Hash Equality
Video transcript & code
Let's recap some recent episodes. We've built a class, called Feet
, that represents a measurement in feet. We have made it immutable, like Ruby's core numeric types.
class Feet
attr_reader :magnitude
def initialize(magnitude)
@magnitude = magnitude.to_f
freeze
end
def to_s
"#{@magnitude} feet"
end
def +(other)
Feet.new(@magnitude + other.magnitude)
end
def ==(other)
other.is_a?(Feet) && magnitude == other.magnitude
end
end
We have also ensured that it determines equivalence in terms of state, rather than in terms of object identity. Let's just review that point briefly.
Given an instance which represents a quantity of 1, another which represents a quantity of 2, and another, separate object that also represents a quantity of 1, we can observe the following:
- An
Feet
object is identity-equal only to itself. Even objects with the same magnitude have different identities and so are not identity-equal. - A
Feet
object is equivalent to itself. It is not equivalent to objects with another value, nor is it equivalent to objects of an unrelated class. However, it is equivalent to otherFeet
objects with the same magnitude. - Case-equality for
Feet
objects obeys the same rules as value-equality. - As a side effect of the equivalence behavior, it is possible to check for the presence of a given quantity of feet in an array by value, rather than by identity.
require "./feet"
one = Feet.new(1)
two = Feet.new(2)
other_one = Feet.new(1)
one.equal?(one) # => true
one.equal?(two) # => false
one.equal?(other_one) # => false
one == one # => true
one == two # => false
one == other_one # => true
one === one # => true
one === two # => false
one === other_one # => true
[Feet.new(1)].include?(Feet.new(1)) # => true
Now let's take a look at how Feet
objects behave when used as keys in a Hash. We'll construct a simple hash with one value keyed on our one-foot object, and another keyed on the two-feet object.
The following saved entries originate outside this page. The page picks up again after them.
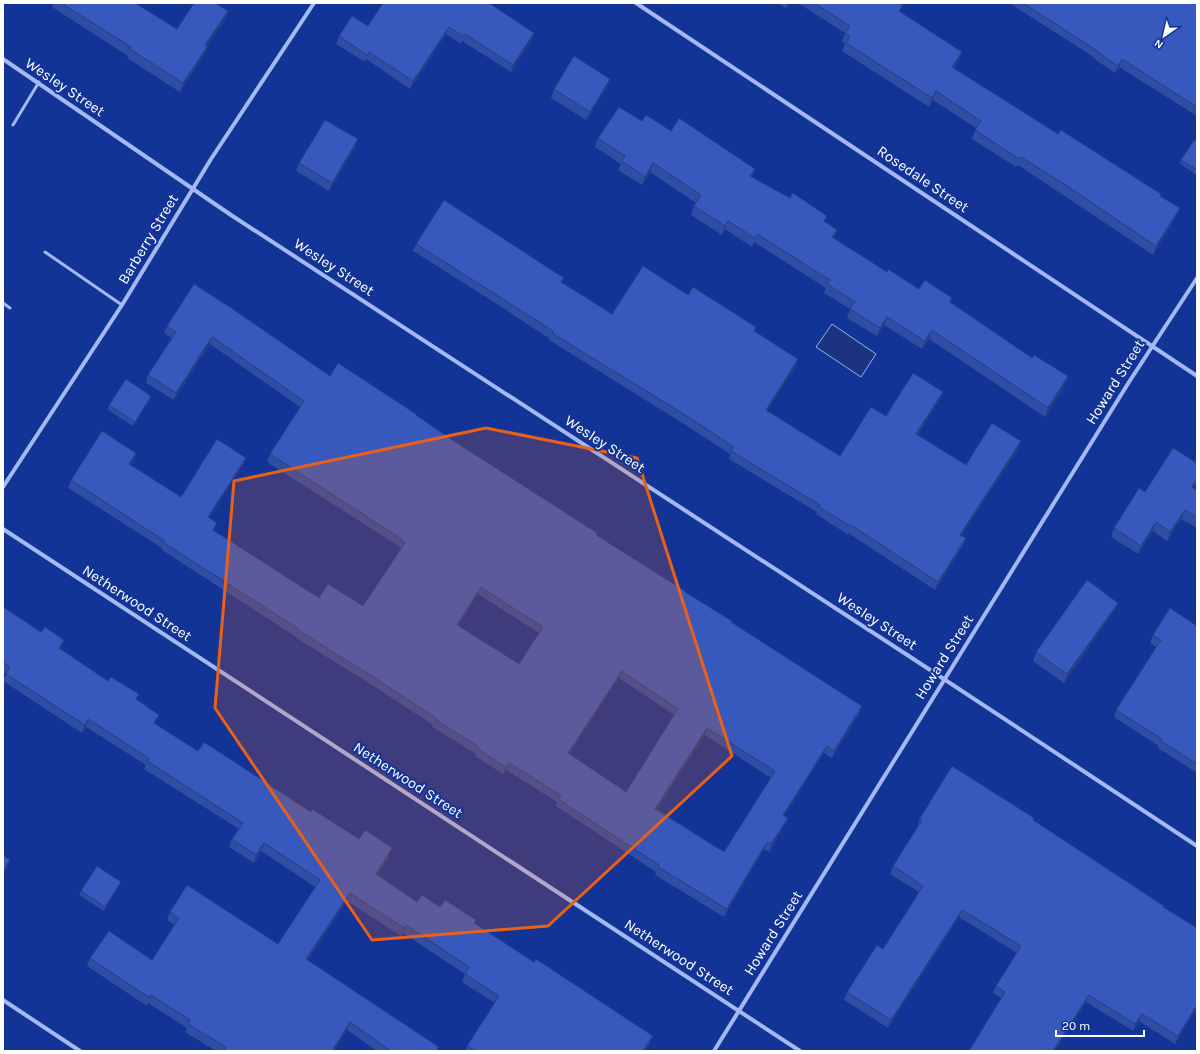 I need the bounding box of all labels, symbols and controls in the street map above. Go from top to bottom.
north arrow [1144,16,1184,56]
text: N [1152,36,1166,51]
street label: Wesley Street [22,54,109,120]
street label: Rosedale Street [874,142,973,217]
street label: Barberry Street [114,190,182,287]
street label: Wesley Street [290,234,378,300]
street label: Howard Street [1082,336,1148,428]
street label: Wesley Street [561,411,649,477]
street label: Netherwood Street [79,561,195,645]
street label: Wesley Street [833,588,921,654]
street label: Howard Street [911,611,977,703]
street label: Netherwood Street [350,738,466,822]
street label: Howard Street [740,887,806,979]
street label: Netherwood Street [621,915,737,999]
scale bar [1056,1012,1144,1038]
text: 20 m [1062,1019,1090,1033]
Given what we know so far, we might expect that we could select the first hash value by using another 1-foot value as key. But surprisingly, we get nil
. When we explicitly ask the hash if it has a one-foot quantity as a key, it says no.
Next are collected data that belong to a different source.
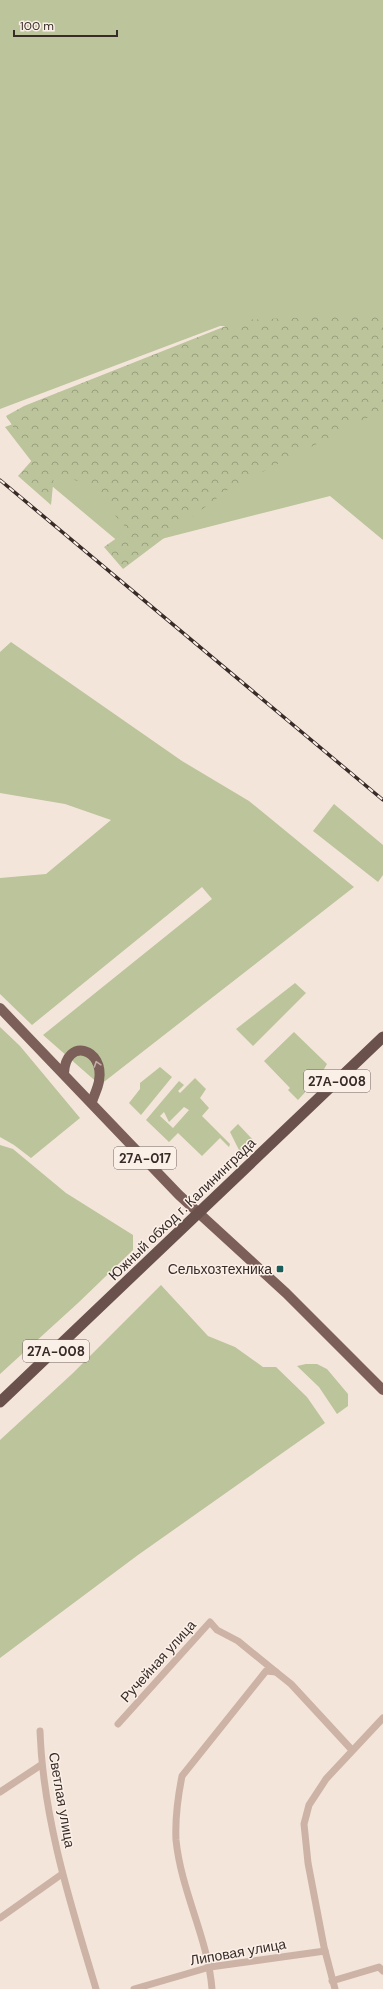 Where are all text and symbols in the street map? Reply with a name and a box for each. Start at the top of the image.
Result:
scale bar [14,12,117,38]
text: 100 m [20,18,54,34]
one-way arrow [93,1061,102,1068]
road number: 27А-008 [304,1070,370,1092]
street label: Южный обход г. Калининграда [105,1134,260,1284]
road number: 27А-017 [114,1147,176,1169]
place label: Сельхозтехника [168,1260,272,1278]
marker: Сельхозтехника [275,1264,285,1274]
road number: 27А-008 [23,1340,89,1362]
street label: Ручейная улица [116,1616,200,1706]
street label: Светлая улица [45,1751,79,1849]
street label: Липовая улица [189,1935,288,1969]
This peculiar behavior in the context of a hash has consequences that extend beyond hashes. If we require the set
library and instantiate a Set
containing objects one
and two
, then ask the set if it contains a 1-foot quantity, it claims it does not.
require "./feet"
one = Feet.new(1)
two = Feet.new(2)
h = { one => "one", two => "two" }
h[Feet.new(1)] # => nil
h.key?(Feet.new(1)) # => false
require "set"
s = Set.new([one, two])
s # => #<Set: {#<Feet:0x00000002435da8 @magnitude=1.0>, #<Feet:0x00000002435d80 @magnitude=2.0>}>
s.include?(Feet.new(1)) # => false
In Episode 203, we explored how Ruby Hashes use an object's hash value to speed up retrieval. This gives us a clue about where to start looking for the source of this anomalous behavior. We surmise that we should examine the hash values of our Feet
objects in order to see why hashes aren't finding them.
require "./feet"
one = Feet.new(1).hash # => -3294382760781416056
two = Feet.new(2).hash # => 24453523860432852
other_one = Feet.new(1).hash # => 1047400875287194416
When we do this, we see that the hash value is different for two Feet
objects with the same magnitude. This is because just like with equivalence, Ruby bases hash values on an object's identity, rather than on its state.
Fortunately this is easy to fix. We can define our own #hash
method. This method constructs an Array
. The first element of the array is the magnitude. The second element is the object's class. We then return the hash value of this array.
Here we are taking advantage of a useful feature of Ruby's arrays: they construct their hash values by using an algorithm to combine together the hash values of each element. By using the hash value of the magnitude, we ensure that hash values of two Feet
objects with the same magnitude will always be the same within a given run of Ruby. By mixing in the hash value of the class as well, we also ensure that the hash value is likely to be different from the hash values of other objects, such as raw numbers that happen to have the same value as the magnitude.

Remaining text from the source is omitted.